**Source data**
****************************************
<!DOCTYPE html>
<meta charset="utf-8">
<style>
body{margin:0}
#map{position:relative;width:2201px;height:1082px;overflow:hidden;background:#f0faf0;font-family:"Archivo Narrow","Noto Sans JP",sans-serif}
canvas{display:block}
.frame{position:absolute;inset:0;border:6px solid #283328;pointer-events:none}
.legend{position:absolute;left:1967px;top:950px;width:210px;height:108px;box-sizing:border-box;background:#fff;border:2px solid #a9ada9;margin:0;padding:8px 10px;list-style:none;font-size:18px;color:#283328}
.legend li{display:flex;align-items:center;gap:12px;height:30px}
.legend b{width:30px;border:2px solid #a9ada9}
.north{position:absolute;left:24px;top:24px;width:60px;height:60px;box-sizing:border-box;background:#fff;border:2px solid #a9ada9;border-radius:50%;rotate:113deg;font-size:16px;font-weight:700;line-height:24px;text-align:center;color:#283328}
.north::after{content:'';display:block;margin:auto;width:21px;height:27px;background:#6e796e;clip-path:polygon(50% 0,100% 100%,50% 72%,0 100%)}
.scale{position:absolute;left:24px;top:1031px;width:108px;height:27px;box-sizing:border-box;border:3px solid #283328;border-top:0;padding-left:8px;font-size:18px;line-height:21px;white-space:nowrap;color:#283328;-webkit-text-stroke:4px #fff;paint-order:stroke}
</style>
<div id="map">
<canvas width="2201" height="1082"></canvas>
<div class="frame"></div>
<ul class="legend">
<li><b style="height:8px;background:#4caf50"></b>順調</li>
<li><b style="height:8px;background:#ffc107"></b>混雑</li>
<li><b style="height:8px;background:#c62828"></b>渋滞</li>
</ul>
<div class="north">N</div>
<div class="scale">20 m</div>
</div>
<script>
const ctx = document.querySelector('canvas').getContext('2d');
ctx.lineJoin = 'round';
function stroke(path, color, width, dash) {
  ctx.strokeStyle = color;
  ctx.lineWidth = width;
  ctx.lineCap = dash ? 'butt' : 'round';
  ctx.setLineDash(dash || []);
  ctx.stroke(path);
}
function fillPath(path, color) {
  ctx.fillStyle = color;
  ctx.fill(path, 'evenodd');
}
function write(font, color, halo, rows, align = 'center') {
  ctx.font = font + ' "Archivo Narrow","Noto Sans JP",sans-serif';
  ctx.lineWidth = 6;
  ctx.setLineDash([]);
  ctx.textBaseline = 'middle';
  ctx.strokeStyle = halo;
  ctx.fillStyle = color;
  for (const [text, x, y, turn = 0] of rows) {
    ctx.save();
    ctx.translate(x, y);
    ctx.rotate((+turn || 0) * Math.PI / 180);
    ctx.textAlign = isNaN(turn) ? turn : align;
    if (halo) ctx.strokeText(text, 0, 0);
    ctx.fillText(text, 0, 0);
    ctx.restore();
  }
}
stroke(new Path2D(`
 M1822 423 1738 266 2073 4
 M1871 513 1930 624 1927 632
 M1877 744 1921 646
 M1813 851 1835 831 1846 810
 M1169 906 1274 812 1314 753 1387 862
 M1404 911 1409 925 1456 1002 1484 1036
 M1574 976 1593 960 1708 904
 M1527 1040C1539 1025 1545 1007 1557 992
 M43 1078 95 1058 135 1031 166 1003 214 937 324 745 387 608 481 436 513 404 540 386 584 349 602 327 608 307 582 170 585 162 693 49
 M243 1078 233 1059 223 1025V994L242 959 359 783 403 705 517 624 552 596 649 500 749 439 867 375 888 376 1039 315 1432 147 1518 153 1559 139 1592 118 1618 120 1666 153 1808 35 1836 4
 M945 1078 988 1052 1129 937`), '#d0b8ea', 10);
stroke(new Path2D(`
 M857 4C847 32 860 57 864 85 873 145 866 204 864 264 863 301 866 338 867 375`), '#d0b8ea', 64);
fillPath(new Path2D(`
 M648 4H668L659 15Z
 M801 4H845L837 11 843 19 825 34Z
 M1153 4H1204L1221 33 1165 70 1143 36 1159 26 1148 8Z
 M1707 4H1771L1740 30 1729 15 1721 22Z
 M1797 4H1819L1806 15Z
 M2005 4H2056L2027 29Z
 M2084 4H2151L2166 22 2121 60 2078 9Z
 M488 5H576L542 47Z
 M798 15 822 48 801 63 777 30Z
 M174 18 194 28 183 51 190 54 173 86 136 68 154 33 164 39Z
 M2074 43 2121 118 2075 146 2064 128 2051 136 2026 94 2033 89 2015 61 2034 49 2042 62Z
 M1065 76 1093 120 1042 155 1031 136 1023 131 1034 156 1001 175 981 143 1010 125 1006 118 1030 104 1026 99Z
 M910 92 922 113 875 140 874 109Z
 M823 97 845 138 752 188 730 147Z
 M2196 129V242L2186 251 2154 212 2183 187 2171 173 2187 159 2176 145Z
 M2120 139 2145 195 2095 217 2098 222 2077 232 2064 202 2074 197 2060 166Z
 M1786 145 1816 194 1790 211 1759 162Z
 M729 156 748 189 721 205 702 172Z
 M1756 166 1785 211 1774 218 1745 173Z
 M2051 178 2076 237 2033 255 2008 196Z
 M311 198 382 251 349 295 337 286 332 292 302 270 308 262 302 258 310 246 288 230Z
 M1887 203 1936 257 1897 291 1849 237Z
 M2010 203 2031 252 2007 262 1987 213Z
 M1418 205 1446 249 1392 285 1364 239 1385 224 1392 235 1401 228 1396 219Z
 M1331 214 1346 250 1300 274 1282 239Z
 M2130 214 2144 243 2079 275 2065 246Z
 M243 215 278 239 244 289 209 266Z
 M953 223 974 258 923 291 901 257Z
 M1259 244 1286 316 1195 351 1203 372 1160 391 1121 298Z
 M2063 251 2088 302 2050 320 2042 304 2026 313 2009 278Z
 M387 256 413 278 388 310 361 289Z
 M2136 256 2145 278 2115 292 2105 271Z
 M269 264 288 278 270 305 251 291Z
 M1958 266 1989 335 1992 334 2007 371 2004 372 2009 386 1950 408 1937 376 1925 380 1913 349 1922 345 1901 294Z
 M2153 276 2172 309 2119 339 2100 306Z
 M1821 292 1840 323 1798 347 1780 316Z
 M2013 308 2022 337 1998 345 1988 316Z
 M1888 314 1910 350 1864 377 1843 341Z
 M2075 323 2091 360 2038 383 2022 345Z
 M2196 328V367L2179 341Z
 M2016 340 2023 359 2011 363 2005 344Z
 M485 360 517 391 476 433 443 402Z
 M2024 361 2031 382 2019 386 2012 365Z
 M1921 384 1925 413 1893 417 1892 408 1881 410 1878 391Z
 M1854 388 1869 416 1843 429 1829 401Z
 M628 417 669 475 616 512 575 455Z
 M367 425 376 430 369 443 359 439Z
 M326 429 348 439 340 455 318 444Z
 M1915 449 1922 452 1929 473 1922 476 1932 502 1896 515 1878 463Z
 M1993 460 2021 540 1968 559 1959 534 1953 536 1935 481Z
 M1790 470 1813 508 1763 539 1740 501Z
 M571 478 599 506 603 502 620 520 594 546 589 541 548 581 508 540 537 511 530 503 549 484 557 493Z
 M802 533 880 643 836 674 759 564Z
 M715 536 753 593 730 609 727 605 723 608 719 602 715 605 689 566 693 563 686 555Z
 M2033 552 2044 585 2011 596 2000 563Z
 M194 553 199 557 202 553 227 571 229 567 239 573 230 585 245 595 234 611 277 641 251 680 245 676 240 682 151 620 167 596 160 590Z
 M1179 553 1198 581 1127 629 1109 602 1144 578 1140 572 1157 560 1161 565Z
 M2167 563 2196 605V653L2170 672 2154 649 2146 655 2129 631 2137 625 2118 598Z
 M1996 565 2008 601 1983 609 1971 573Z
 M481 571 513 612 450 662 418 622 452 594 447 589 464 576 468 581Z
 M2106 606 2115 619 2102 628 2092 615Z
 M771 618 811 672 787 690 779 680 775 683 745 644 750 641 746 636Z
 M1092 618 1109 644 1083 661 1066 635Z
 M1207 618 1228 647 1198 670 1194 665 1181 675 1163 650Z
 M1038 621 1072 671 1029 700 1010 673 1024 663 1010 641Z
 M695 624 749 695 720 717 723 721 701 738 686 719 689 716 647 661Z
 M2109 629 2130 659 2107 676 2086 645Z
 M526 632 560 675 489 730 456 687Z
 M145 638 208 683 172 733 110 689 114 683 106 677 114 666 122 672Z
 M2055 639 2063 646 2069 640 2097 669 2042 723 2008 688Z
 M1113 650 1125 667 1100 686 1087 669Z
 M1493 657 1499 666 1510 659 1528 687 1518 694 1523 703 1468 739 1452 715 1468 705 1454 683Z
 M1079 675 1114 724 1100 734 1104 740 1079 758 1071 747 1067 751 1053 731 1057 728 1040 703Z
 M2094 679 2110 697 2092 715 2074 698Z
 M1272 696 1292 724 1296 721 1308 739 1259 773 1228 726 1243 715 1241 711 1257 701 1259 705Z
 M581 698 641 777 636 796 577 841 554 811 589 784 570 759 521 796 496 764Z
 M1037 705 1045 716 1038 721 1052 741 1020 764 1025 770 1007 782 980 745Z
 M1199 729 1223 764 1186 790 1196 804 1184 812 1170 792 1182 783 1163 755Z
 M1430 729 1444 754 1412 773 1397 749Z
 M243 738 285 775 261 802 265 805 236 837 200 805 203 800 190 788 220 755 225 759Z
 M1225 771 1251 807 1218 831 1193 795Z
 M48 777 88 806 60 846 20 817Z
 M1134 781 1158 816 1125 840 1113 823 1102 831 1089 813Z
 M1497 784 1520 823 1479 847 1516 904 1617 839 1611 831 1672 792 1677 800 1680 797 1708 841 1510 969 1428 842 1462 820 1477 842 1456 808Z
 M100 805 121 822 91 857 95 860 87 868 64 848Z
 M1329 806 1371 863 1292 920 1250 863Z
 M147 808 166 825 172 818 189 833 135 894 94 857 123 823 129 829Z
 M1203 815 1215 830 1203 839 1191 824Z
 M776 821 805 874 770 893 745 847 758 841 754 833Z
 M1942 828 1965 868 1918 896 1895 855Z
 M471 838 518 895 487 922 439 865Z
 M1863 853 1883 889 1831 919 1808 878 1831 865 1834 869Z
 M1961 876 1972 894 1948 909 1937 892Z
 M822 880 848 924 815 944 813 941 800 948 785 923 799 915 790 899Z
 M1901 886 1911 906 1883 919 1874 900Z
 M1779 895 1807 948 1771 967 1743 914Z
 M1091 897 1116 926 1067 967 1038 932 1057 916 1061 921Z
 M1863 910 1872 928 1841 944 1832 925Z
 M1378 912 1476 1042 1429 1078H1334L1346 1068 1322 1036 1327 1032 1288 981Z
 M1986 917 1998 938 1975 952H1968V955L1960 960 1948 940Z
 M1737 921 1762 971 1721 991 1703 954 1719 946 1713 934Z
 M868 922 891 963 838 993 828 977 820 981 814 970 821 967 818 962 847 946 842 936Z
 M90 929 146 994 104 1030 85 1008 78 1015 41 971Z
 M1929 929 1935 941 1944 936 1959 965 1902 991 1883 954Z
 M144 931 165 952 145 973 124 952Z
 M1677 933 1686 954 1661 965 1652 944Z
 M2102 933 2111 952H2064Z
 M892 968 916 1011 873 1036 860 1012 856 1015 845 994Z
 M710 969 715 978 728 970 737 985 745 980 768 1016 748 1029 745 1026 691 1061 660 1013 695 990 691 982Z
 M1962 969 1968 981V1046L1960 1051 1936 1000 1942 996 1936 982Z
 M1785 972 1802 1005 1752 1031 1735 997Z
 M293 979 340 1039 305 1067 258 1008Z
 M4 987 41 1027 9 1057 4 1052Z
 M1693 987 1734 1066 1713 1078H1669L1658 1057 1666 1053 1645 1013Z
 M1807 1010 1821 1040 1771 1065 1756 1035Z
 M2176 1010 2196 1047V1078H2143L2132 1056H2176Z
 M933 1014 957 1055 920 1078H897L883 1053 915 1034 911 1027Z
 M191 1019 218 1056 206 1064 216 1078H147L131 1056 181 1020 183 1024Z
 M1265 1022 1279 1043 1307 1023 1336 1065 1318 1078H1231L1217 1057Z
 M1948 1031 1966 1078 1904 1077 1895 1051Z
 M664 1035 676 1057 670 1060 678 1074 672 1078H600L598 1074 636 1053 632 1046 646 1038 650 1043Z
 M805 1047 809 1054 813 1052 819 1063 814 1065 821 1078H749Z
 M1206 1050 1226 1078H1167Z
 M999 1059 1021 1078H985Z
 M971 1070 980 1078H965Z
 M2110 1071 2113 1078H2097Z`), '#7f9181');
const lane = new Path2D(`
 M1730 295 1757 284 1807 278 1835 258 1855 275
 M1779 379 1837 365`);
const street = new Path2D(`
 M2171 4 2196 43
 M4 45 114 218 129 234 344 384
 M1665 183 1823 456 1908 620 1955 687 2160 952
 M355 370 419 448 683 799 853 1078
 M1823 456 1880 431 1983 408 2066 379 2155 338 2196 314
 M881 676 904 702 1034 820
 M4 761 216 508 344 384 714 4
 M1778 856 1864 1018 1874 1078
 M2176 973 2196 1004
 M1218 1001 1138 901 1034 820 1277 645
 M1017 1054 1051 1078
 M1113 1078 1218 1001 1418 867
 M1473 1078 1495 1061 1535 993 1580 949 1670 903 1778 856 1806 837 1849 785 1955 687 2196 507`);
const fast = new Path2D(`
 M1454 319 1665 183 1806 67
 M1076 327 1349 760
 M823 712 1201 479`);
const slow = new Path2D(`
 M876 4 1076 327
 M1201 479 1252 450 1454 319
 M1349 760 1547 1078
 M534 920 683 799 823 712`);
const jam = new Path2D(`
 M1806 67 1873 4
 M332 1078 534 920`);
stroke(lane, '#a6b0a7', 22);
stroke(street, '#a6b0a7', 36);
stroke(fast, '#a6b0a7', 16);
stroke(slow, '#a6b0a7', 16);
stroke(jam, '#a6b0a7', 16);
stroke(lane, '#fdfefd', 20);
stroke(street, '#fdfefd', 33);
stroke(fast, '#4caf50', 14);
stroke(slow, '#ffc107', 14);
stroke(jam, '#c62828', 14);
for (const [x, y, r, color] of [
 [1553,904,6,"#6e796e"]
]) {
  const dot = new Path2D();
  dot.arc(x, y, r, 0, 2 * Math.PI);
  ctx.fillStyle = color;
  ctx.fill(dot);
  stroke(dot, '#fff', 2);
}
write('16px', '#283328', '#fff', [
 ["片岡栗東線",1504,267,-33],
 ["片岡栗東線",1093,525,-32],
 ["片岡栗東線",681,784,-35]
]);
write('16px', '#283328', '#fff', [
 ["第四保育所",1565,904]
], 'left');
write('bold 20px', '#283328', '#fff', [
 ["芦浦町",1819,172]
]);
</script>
****************************************
**Task details**
Copy out only the lines above from the one with "ctx.rotate((+turn || 0) * Math.PI / 180);" to the one with "M243 1078 233", inclusive, exactly as they stand.

**Solution to the problem**
    ctx.rotate((+turn || 0) * Math.PI / 180);
    ctx.textAlign = isNaN(turn) ? turn : align;
    if (halo) ctx.strokeText(text, 0, 0);
    ctx.fillText(text, 0, 0);
    ctx.restore();
  }
}
stroke(new Path2D(`
 M1822 423 1738 266 2073 4
 M1871 513 1930 624 1927 632
 M1877 744 1921 646
 M1813 851 1835 831 1846 810
 M1169 906 1274 812 1314 753 1387 862
 M1404 911 1409 925 1456 1002 1484 1036
 M1574 976 1593 960 1708 904
 M1527 1040C1539 1025 1545 1007 1557 992
 M43 1078 95 1058 135 1031 166 1003 214 937 324 745 387 608 481 436 513 404 540 386 584 349 602 327 608 307 582 170 585 162 693 49
 M243 1078 233 1059 223 1025V994L242 959 359 783 403 705 517 624 552 596 649 500 749 439 867 375 888 376 1039 315 1432 147 1518 153 1559 139 1592 118 1618 120 1666 153 1808 35 1836 4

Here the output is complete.